**PROBLEM:**
Identify each line below containing the string "into" and copy it.

**DATA EXCERPTS:**
------------------------------------------------------------
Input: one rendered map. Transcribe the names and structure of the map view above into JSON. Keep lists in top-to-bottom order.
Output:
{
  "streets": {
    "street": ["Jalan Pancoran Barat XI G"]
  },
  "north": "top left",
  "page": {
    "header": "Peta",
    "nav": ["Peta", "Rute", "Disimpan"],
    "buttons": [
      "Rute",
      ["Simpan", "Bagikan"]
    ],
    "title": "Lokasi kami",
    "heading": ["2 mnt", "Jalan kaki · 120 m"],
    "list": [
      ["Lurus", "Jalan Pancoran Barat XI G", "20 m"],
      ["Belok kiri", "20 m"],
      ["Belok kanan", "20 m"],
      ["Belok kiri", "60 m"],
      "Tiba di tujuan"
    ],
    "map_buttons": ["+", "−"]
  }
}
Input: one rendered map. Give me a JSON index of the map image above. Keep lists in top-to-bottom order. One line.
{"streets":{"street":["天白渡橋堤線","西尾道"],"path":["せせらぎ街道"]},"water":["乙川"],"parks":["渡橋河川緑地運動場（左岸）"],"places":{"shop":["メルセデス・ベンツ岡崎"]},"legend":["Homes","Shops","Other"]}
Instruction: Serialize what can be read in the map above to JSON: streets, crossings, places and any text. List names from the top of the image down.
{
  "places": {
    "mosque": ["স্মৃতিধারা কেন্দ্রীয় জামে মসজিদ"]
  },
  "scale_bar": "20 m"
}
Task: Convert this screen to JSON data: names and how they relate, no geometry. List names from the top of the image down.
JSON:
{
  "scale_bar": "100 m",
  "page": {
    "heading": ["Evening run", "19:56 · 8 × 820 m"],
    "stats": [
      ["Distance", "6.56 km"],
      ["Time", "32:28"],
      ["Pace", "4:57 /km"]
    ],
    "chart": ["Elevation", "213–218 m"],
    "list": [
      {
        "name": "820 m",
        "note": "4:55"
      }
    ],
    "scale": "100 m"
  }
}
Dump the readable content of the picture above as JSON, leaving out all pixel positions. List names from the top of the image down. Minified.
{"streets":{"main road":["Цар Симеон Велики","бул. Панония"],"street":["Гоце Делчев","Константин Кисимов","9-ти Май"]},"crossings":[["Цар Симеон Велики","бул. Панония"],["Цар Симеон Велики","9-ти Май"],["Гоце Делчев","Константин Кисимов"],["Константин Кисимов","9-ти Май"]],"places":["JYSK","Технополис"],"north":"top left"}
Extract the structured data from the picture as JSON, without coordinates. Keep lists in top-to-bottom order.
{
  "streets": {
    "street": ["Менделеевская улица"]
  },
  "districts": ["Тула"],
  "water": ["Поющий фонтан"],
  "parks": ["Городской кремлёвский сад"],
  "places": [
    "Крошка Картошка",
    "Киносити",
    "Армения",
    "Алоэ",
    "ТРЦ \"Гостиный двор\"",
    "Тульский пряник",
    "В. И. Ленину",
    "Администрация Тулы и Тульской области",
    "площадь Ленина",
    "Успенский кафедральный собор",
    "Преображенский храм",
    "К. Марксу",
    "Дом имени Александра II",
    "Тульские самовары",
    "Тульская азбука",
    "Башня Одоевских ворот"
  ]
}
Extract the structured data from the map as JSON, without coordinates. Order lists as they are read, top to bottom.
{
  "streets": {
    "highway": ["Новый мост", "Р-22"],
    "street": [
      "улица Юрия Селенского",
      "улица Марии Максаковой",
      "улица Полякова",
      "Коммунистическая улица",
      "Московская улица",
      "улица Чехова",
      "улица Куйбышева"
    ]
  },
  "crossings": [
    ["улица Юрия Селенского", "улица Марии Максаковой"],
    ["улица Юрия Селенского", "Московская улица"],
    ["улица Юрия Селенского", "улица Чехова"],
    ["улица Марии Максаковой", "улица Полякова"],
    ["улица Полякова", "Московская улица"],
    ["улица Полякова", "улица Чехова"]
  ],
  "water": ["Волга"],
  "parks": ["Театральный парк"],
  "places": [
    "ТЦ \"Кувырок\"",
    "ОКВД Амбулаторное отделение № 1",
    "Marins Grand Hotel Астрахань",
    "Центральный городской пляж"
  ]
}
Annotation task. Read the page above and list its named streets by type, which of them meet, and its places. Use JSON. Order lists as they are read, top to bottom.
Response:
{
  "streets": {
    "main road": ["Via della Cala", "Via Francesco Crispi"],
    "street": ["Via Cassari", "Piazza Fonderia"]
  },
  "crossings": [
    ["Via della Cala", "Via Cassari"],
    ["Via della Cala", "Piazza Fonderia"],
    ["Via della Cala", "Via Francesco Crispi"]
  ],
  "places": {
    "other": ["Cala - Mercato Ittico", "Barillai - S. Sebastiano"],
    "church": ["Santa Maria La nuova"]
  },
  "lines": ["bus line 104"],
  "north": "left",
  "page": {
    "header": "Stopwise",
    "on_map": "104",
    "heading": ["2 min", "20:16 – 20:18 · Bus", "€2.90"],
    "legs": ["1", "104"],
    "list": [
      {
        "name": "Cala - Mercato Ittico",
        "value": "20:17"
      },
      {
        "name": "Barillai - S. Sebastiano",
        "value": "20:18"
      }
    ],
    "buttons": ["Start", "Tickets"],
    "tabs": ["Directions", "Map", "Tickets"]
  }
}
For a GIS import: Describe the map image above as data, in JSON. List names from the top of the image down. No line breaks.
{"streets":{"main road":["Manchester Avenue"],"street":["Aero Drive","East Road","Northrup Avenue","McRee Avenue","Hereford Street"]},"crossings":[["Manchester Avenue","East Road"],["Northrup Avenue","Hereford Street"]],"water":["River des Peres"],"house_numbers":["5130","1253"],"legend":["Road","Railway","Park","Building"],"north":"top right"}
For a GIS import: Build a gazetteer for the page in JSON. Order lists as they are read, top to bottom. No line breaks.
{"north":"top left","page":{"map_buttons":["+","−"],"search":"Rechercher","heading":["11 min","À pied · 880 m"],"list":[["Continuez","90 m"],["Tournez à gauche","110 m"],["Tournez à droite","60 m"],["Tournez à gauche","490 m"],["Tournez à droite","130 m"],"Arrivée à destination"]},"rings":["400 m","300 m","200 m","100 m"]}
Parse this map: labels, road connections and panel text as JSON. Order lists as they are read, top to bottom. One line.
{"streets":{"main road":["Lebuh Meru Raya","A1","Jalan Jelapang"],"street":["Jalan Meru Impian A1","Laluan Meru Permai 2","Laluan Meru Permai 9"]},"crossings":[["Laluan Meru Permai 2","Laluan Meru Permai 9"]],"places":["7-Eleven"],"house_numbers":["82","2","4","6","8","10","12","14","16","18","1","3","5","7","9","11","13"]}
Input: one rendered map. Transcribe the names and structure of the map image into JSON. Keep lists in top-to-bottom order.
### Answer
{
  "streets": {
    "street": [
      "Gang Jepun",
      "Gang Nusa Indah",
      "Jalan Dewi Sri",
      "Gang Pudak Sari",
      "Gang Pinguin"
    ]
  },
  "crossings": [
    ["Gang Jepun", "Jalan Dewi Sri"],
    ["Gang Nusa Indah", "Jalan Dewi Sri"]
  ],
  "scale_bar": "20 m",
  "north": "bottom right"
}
------------------------------------------------------------
**EXERCISE OUTPUT:**
Input: one rendered map. Transcribe the names and structure of the map view above into JSON. Keep lists in top-to-bottom order.
Input: one rendered map. Transcribe the names and structure of the map image into JSON. Keep lists in top-to-bottom order.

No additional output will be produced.